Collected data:
[Start of section]

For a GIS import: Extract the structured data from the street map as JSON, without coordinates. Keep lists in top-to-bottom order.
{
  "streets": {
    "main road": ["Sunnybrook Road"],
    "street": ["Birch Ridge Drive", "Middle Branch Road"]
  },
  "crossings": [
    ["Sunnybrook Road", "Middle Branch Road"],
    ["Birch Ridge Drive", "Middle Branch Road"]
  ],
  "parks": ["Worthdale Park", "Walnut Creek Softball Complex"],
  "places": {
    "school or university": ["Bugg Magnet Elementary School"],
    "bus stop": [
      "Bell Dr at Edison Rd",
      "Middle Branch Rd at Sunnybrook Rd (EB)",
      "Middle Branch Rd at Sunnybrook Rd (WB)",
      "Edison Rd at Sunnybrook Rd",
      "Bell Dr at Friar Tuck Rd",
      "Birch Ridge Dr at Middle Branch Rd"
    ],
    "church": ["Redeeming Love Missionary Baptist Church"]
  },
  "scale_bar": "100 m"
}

[End of section]

• What is needed
Set down the data once more, exactly as shown above.

• Answer below
For a GIS import: Extract the structured data from the street map as JSON, without coordinates. Keep lists in top-to-bottom order.
{
  "streets": {
    "main road": ["Sunnybrook Road"],
    "street": ["Birch Ridge Drive", "Middle Branch Road"]
  },
  "crossings": [
    ["Sunnybrook Road", "Middle Branch Road"],
    ["Birch Ridge Drive", "Middle Branch Road"]
  ],
  "parks": ["Worthdale Park", "Walnut Creek Softball Complex"],
  "places": {
    "school or university": ["Bugg Magnet Elementary School"],
    "bus stop": [
      "Bell Dr at Edison Rd",
      "Middle Branch Rd at Sunnybrook Rd (EB)",
      "Middle Branch Rd at Sunnybrook Rd (WB)",
      "Edison Rd at Sunnybrook Rd",
      "Bell Dr at Friar Tuck Rd",
      "Birch Ridge Dr at Middle Branch Rd"
    ],
    "church": ["Redeeming Love Missionary Baptist Church"]
  },
  "scale_bar": "100 m"
}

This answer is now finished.